Starting at the top of the entries below, set down every line exactly, please, until you reach the line with "2px #f4f1e8) drop-shadow(0", which is included too.
- - -
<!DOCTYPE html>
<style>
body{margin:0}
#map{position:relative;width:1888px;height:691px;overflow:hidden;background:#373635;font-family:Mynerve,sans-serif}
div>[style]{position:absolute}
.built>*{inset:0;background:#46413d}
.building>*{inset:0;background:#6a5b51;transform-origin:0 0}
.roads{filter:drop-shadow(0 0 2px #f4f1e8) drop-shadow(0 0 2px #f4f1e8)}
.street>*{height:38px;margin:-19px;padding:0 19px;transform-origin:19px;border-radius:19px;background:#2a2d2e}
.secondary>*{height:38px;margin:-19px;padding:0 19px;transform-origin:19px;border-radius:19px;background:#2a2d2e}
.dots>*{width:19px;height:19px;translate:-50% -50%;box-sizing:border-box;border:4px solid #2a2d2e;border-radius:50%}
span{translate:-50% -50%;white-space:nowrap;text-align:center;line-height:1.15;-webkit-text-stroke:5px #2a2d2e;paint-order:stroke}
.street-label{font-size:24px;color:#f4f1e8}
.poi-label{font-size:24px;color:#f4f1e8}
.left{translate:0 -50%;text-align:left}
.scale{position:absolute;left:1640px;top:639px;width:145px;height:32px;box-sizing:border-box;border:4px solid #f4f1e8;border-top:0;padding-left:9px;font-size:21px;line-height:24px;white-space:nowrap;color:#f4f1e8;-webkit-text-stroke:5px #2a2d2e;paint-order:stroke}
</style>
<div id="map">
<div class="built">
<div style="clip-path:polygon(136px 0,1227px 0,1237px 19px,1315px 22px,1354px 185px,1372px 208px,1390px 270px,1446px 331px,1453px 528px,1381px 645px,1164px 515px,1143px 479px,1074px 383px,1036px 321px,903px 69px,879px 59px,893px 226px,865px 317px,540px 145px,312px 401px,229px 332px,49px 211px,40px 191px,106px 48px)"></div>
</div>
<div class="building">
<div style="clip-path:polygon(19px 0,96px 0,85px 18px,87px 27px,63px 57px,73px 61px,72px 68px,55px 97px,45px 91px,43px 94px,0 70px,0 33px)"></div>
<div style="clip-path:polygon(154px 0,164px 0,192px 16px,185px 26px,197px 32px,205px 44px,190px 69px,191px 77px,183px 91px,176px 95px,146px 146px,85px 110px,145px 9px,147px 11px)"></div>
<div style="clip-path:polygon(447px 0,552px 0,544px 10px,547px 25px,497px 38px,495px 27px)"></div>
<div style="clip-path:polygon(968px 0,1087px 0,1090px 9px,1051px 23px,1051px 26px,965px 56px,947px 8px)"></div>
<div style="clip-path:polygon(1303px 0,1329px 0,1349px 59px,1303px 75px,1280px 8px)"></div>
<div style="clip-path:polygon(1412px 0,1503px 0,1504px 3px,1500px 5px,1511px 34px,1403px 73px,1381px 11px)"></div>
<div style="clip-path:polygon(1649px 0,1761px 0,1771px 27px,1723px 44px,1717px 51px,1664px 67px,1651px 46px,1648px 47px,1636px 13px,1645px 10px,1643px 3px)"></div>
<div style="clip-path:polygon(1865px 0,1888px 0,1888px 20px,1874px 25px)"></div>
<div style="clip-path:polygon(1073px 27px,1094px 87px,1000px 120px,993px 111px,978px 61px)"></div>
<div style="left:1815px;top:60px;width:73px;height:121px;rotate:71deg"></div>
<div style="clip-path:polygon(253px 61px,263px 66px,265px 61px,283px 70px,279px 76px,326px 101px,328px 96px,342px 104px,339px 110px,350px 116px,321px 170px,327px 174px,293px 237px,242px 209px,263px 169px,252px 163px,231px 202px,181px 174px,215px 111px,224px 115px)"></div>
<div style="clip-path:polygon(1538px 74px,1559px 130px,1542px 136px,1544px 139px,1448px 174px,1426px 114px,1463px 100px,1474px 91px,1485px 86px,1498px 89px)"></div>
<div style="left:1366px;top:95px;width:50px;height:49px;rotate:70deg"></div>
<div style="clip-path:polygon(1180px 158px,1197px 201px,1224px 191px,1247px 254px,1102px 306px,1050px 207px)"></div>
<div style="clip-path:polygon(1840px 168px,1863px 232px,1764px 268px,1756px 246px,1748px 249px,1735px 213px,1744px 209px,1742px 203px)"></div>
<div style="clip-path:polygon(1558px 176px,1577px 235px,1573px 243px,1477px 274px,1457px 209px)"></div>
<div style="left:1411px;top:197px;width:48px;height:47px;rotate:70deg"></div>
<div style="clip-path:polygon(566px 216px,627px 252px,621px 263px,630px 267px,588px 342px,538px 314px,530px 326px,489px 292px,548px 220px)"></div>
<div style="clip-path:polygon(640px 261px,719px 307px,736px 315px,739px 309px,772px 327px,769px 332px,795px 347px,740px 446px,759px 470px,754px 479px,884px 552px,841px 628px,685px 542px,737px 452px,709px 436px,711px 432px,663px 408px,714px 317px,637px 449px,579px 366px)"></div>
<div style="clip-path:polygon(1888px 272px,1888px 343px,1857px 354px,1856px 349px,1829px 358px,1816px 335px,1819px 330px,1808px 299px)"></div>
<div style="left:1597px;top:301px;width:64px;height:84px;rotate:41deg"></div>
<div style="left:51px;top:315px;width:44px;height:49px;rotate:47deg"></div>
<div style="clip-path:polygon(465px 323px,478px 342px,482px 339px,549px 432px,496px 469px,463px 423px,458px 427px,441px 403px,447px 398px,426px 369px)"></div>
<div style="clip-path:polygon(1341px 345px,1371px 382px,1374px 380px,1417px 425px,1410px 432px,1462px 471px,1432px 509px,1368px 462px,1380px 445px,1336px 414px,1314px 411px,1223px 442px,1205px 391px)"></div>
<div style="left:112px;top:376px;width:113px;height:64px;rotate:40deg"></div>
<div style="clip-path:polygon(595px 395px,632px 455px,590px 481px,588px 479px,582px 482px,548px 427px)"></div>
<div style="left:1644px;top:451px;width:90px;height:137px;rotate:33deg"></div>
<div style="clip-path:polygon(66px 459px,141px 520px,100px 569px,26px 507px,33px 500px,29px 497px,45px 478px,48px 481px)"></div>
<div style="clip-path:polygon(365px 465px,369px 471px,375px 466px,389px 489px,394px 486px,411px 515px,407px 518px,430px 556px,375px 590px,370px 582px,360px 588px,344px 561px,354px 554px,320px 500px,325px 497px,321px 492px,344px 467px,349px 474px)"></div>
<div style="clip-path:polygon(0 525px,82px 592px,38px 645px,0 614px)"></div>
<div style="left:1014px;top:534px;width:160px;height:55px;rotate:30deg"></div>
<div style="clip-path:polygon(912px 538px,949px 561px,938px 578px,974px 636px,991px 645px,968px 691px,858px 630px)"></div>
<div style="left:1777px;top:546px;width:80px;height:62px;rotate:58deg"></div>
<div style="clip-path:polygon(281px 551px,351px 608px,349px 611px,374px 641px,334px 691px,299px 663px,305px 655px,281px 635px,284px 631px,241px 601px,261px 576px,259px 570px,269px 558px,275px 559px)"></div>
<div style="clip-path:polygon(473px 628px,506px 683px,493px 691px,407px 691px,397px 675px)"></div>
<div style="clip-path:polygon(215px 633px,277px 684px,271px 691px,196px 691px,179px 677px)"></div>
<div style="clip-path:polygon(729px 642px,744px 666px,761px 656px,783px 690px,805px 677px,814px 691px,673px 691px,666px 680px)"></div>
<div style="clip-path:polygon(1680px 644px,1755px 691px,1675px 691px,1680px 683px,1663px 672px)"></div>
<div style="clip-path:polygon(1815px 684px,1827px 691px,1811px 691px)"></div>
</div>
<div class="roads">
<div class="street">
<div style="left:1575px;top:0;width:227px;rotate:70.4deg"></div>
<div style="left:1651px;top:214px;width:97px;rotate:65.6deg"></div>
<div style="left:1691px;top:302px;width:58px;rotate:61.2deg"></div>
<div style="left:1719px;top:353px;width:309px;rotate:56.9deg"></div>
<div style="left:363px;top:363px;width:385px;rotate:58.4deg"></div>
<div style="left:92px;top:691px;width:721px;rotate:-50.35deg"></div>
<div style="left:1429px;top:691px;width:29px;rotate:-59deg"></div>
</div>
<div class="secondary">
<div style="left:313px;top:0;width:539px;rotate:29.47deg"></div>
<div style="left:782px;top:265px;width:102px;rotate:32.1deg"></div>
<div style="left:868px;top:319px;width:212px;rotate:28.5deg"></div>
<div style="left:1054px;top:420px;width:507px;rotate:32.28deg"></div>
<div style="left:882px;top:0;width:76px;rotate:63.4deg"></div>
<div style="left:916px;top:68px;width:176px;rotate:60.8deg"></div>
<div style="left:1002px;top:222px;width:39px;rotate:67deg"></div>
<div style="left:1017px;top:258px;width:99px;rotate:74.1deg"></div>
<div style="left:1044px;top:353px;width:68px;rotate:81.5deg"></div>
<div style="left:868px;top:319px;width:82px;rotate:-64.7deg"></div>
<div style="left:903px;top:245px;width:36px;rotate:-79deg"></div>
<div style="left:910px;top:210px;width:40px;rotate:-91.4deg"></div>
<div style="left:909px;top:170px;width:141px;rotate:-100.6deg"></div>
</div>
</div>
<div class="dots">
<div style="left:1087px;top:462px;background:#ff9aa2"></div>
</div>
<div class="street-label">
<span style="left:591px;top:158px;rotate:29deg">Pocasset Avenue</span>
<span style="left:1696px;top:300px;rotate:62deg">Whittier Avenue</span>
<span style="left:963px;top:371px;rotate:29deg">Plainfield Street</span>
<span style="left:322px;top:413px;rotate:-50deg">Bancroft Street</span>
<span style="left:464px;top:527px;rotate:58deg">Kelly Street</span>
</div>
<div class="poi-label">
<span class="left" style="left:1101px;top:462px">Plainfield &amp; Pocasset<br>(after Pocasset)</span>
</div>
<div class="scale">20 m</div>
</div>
- - -
• Solved problem:
<!DOCTYPE html>
<style>
body{margin:0}
#map{position:relative;width:1888px;height:691px;overflow:hidden;background:#373635;font-family:Mynerve,sans-serif}
div>[style]{position:absolute}
.built>*{inset:0;background:#46413d}
.building>*{inset:0;background:#6a5b51;transform-origin:0 0}
.roads{filter:drop-shadow(0 0 2px #f4f1e8) drop-shadow(0 0 2px #f4f1e8)}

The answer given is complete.